Global-Lens Transformers: Adaptive Token Mixing for Dynamic Link Prediction¶
Conference: AAAI 2026 arXiv: 2511.12442 Code: N/A Area: Autonomous Driving / Graph Learning Keywords: dynamic graph learning, link prediction, attention mechanism replacement, adaptive token mixing, hierarchical aggregation
TL;DR¶
This paper proposes GLFormer, a lightweight attention-free Transformer framework for dynamic graph link prediction. It replaces self-attention with an adaptive token mixer conditioned on interaction order and temporal intervals, and employs a hierarchical aggregation mechanism to enlarge the temporal receptive field. GLFormer achieves performance on par with or superior to Transformer baselines across 6 benchmarks while substantially reducing computational complexity.
Background & Motivation¶
Dynamic graph learning is critical in domains such as traffic systems, social networks, and recommender systems. A core task is dynamic link prediction—forecasting whether two nodes will interact at a future time step.
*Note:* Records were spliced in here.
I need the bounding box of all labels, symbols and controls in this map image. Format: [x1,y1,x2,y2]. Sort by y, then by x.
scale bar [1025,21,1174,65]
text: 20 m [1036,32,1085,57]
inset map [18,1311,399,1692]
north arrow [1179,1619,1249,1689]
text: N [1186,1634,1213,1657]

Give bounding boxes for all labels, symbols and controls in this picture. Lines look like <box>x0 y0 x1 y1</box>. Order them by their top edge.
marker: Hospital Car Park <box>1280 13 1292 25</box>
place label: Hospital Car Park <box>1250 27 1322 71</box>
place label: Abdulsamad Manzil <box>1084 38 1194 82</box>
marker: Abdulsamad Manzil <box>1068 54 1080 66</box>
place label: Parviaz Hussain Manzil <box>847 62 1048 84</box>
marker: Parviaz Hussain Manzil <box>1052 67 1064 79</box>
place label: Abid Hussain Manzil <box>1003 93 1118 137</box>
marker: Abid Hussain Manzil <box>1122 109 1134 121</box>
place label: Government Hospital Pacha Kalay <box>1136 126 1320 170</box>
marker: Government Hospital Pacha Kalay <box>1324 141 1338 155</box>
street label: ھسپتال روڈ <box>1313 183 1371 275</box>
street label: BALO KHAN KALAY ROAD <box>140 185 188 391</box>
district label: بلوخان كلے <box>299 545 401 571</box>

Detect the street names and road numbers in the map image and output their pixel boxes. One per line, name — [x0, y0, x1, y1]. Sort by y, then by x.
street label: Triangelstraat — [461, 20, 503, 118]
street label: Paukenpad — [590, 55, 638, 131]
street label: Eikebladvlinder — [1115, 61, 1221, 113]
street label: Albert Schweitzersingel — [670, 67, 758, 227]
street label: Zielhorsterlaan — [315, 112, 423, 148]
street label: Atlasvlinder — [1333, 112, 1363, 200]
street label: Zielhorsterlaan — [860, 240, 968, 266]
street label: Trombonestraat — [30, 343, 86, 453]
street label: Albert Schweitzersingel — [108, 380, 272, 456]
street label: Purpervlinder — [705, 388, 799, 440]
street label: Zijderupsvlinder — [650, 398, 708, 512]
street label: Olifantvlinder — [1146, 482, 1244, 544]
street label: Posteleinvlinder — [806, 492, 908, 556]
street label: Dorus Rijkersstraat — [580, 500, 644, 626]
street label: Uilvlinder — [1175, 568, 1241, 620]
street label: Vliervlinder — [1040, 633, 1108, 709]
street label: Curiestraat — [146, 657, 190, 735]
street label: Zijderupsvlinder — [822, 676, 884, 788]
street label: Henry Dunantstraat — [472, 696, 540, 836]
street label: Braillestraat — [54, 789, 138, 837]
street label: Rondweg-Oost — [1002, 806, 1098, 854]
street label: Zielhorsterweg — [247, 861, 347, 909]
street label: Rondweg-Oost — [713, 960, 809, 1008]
Existing methods commonly adopt Transformer architectures to capture long-range temporal dependencies in interaction sequences. The typical pipeline extracts structural information via time-aware random walks or memory networks, then applies Transformers to model temporal dependencies in historical interaction sequences. However, the quadratic complexity of self-attention with respect to sequence length makes such approaches difficult to scale on high-frequency or large-scale graphs. Furthermore, attention mechanisms aggregate all pairwise interactions indiscriminately, potentially amplifying noise and reducing generalization.
A key observation, inspired by MetaFormer and related work in computer vision, is that the success of Transformers may be attributed more to their overall architectural design (residual connections, FFN, etc.) than to self-attention per se. The authors verify this hypothesis through controlled experiments—replacing self-attention with pooling or MLP across five Transformer baselines on four datasets often yields comparable performance.
This motivates the central question: Can a simpler, attention-free architecture for dynamic graphs maintain representational capacity while significantly reducing computational overhead?
Method¶
Overall Architecture¶
The GLFormer pipeline consists of: 1. Embedding layer: Obtains initial neighbor embeddings using existing dynamic graph methods (TGN/TGAT/DyGFormer, etc.) 2. Adaptive token mixer: Replaces self-attention; performs local aggregation conditioned on interaction order and temporal intervals 3. Channel mixer: Standard FFN for learning inter-channel dependencies 4. Hierarchical aggregation: Multi-layer stacking to expand the temporal receptive field 5. Link prediction: An MLP decoder predicts link probability from the temporal representations of node pairs
Key Designs¶
-
Adaptive Token Aggregation Module:
- Function: For each neighbor \(u_i\), aggregates information from its most recent \(M\) neighbors via weighted summation.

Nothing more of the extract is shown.